Recently I read
that of the 12,000 police officers in Chicago just over a hundred were
responsible for a third of the misconduct. This points to the obvious question
of “What are they still doing there?” But more important is how many good
police are being dragged down by a few.
The police officer I
met today was one of the unrecognized majority. I was waiting for a tow truck
in the rain and had long since used all my quarters in the meter. It had
been flashing “Empty” for over an hour
so I’m expecting the police sooner or later and desperately hoping the tow
truck arrives first. My heart sinks when I see the uniform heading my way, and
I jump out of the car to explain that the truck should have been there by now.
Before I can open
my mouth she asks, “Are you alright? I just wanted to make sure you’re
alright.”
The concern on her
face touched me and settled my agitation like a tonic. I told her my story and
she nodded sympathetically.
She says, ” You
want me to get you a tow truck?”
Like a magic wand
blasting away my mistaken assumptions, her solicitude spread around me like a
sheltering wing. That was what I always liked about Sheriff Andy of Mayberry,
his attitude toward the town was protective, everyone a real person and not a
category. By his gentle interventions he rebalanced situations before they
turned worse. I thought his type had disappeared but I was wrong. The fact that
she was standing out there in the rain offering to help me set things right soothed
my spirits when my mood had begun to deteriorate badly. Gratitude is healing
and gratefulness for her caring stimulated ripples of gratitude for all the
systems that support me. I thought of all the police officers who probably view
their jobs like she does, who offer a sense of security to an area they know
well enough that they can solve and defuse problems before they arrive. Like
Andy’s, their goal is a peaceful community. The misconception that leads us to
expect the police to brandish their authority grows from the misrepresentation
of police behavior on the news. By playing the same incidents over and over the
images are reinforced in the circuitry of our brain creating negative
expectations whenever we see a uniform. Lots of people have probably had
similar experiences to mine and know differently, but it’s personal knowledge.
Where there is no first hand experience there is nothing to contradict the
distorted view given the public mind, planted by repetition of the worst.
I wonder what
would happen if the news restricted itself to what actually happened that day.

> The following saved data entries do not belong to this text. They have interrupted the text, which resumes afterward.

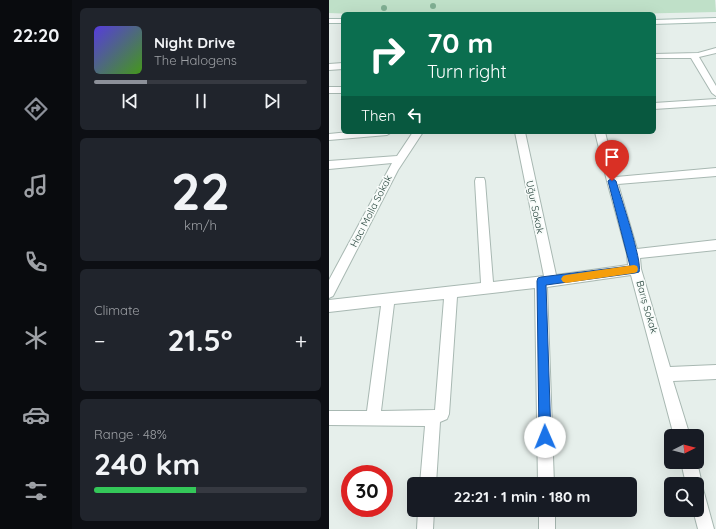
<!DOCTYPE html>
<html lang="en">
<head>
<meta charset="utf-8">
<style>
	:root { --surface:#171b24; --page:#20242c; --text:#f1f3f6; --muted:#9ea1a6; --line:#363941; --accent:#8c9099 }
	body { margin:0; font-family:Quicksand,sans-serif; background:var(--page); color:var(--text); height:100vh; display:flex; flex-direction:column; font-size:15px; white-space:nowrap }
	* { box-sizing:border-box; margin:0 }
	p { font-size:13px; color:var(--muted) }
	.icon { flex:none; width:22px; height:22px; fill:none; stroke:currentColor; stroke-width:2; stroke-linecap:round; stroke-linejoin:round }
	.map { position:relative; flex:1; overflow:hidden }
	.details { display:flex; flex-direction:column; gap:8px; padding:8px; background:#0d0f14; width:257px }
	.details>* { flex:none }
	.top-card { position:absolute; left:12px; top:12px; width:315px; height:122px; border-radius:6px; box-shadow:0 4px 16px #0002; background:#0b6e4f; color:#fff; overflow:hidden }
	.needle { width:26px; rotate:84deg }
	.controls { position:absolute; left:335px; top:429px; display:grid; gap:8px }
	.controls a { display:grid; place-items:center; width:40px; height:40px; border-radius:6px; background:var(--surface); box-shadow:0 4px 16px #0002; font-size:20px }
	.speed { position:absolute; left:12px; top:465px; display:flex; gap:8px; font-size:20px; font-weight:700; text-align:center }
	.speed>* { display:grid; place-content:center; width:52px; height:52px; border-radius:50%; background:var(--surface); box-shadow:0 4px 16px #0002; line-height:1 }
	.speed .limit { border:6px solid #d22; background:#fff; color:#111 }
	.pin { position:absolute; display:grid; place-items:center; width:34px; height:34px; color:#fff; margin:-41px -17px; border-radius:50% 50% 50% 0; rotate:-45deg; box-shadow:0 0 4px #0007 }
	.pin .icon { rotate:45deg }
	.me { position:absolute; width:44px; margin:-22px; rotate:359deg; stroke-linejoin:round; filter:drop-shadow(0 0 3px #0008) }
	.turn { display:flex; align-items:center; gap:14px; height:84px; padding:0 20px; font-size:18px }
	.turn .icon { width:52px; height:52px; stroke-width:2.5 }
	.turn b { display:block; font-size:28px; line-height:34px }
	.then { display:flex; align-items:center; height:38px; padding:0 20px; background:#0003; gap:8px; font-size:15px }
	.big { font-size:30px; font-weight:700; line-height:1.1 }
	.details .widget { flex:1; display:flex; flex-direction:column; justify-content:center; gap:6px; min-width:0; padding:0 14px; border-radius:6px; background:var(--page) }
	.details .dial { align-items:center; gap:0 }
	.dial b { font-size:52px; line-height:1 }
	.song { display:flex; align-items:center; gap:12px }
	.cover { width:48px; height:48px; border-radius:6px; background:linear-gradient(135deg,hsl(250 70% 55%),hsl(100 70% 35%)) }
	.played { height:4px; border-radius:2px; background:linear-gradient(90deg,var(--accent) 25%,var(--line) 25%) }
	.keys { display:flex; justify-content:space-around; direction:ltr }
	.heat { display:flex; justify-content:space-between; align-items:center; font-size:22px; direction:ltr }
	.charge { height:6px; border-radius:3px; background:linear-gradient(90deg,#34c759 48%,var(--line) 0) }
	.trip { position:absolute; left:78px; top:477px; width:230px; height:40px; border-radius:6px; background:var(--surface); box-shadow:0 4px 16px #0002; font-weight:700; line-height:40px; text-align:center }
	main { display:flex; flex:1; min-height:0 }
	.dock { display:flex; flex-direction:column; width:72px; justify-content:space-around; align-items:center; background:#090b0e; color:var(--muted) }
	.dock .icon { width:28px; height:28px }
	.dock .active { color:var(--accent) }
	.dock b { font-size:18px; color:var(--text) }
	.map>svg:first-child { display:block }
	.green { fill:#bfe0c8 }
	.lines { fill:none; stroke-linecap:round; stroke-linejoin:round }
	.minor-casing { stroke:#a8b8b2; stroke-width:2 }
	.secondary-casing { stroke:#a4bbb3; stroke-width:2 }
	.minor { fill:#fff; fill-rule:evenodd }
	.secondary { fill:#fff; fill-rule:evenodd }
	.tree { fill:#80af93 }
	.route { fill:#1a73e8; stroke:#114b97 }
	.slow { fill:#f59e0b }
	.labels { text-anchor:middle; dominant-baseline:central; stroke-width:3.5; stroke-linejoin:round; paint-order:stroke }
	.street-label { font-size:10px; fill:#24423a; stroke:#f7fbf9 }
</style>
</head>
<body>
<main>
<nav class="dock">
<b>22:20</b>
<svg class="icon active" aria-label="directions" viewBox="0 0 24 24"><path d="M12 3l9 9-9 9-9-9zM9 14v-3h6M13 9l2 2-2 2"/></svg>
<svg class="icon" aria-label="music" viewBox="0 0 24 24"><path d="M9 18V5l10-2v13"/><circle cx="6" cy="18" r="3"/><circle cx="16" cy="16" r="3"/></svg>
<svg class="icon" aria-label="phone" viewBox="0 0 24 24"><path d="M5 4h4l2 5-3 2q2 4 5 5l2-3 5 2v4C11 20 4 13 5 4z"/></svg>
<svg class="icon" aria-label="climate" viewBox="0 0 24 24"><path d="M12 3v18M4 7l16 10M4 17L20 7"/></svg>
<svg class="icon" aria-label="car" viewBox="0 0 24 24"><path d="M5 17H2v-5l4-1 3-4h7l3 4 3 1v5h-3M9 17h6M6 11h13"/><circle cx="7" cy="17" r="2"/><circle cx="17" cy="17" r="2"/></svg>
<svg class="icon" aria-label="filters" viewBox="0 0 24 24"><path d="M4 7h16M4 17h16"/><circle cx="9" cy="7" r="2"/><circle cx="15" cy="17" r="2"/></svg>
</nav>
<section class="details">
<div class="widget">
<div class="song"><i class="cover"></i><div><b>Night Drive</b><p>The Halogens</p></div></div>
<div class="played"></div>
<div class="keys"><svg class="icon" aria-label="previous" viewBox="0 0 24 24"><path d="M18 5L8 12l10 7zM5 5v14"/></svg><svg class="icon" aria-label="pause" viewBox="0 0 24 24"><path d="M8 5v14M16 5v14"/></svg><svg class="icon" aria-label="next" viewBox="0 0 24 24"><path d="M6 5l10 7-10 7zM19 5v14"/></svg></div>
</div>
<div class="widget dial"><b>22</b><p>km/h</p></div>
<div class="widget"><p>Climate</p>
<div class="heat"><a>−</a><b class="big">21.5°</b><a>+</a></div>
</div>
<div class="widget"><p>Range · 48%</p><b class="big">240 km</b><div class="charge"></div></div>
</section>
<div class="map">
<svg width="387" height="529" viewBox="0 0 387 529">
	<rect width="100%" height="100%" fill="#e6efeb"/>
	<path class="green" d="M0 0H386L387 12 296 14H25L0 13Z"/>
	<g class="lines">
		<defs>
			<g id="minor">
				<path d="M387 48V53L370 57 387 86V96L383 93 362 58H325V54L369 53Z"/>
				<path d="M14 63V69L0 70V64Z"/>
				<rect x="0" y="87" width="14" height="6"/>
				<path d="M387 99V105L325 109V103Z"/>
				<path d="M20 132H63L58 135 0 140V134Z"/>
				<path d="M84 132H94L69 170 4 296 0 298V280L63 163 0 169V161L68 156Z"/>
				<path d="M186 132H196L227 275 299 265 298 254 278 181 266 132H276L287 177 387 168V176L289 184 308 249 387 240V250L311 258 312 269 341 367 387 365V379L344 381 361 436H345L302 275 218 287 225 484H209L206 288 128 297 120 414 118 419 111 422 107 484H91L96 426 0 425V411H38L52 306 0 312V300L152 283 146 181 147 178H155L156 181 164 282 215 276ZM115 299 106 410 52 411 65 304Z"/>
				<path d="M352 462H368L373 484 371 488 374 489 385 529H369L364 510H368V484H357Z"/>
				<path d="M89 510H105L104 529H88Z"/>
				<rect x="210" y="510" width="16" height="19"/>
			</g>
			<g id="secondary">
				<path d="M387 18V22L325 24V20Z"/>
				<rect x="0" y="19" width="14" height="4"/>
			</g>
		</defs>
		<use href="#minor" class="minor-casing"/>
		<use href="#secondary" class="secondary-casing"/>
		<use href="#minor" class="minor"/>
		<use href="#secondary" class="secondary"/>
	</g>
	<g class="tree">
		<circle cx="104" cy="6" r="3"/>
		<circle cx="55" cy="8" r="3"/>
	</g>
	<path class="route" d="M283 178 287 181C291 195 314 262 310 272L306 273 217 285 222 437 220 441 216 443 212 441 210 437 208 281 209 278 212 277 301 266 279 181Z"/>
	<path class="slow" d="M305 265 308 266 309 269 308 272 305 273 237 283 234 282 232 279 234 276 237 275Z"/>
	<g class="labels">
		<g class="street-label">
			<text transform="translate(206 207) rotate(78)">Uğur Sokak</text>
			<text transform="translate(42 211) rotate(-63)">Hacı Molla Sokak</text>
			<text transform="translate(318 307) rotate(74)">Barış Sokak</text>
		</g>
	</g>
</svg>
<div class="controls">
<a><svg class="needle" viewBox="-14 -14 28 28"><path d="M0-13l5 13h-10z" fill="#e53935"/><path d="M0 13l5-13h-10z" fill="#9ea1a6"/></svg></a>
<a><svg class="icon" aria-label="search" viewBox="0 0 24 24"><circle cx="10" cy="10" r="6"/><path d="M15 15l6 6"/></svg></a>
</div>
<div class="speed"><div class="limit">30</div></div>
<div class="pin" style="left:283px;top:181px;background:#d93025"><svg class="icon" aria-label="arrive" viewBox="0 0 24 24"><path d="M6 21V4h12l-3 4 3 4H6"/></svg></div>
<svg class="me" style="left:216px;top:437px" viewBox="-20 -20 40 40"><circle r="19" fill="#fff"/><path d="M0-13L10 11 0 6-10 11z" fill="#1a73e8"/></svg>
<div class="trip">22:21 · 1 min · 180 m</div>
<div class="top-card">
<div class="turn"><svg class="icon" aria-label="right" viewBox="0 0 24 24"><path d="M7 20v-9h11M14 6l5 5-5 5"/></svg><div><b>70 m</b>Turn right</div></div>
<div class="then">Then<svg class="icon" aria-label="left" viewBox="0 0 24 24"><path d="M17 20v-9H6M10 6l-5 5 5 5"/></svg></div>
</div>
</div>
</main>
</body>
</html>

It’s because they repeat the same stories and footage for weeks the impression
is made that the police are a brutal force that treats the neighborhood in
their care as “Other”. But how much of
real day-to-day policing is actually more like my experience. But for the
repeat-fortified mental circuits created by negative images, we could see them
as sources of help and not sources of danger.
Recently I heard
a Ted speaker suggest that violence is catching in the same way as illness,
that being surrounded by it increases the chances you’ll act violently. Media
should be accountable for the misrepresentation created by the repetition of
the same incidents day after day, building the unconscious impression it
happens all the time. Creating a climate of goodwill might have the same power,
with emphasis on alliance and cooperation instead of antagonism. If my officer
had been wearing a body camera, the footage of her generous spirit would have
lifted people up just like any good example does. Maybe such a large part of
the public wouldn’t be reaching for politicians that feed on their fear if the
more accurate picture of human goodwill was part of our daily news.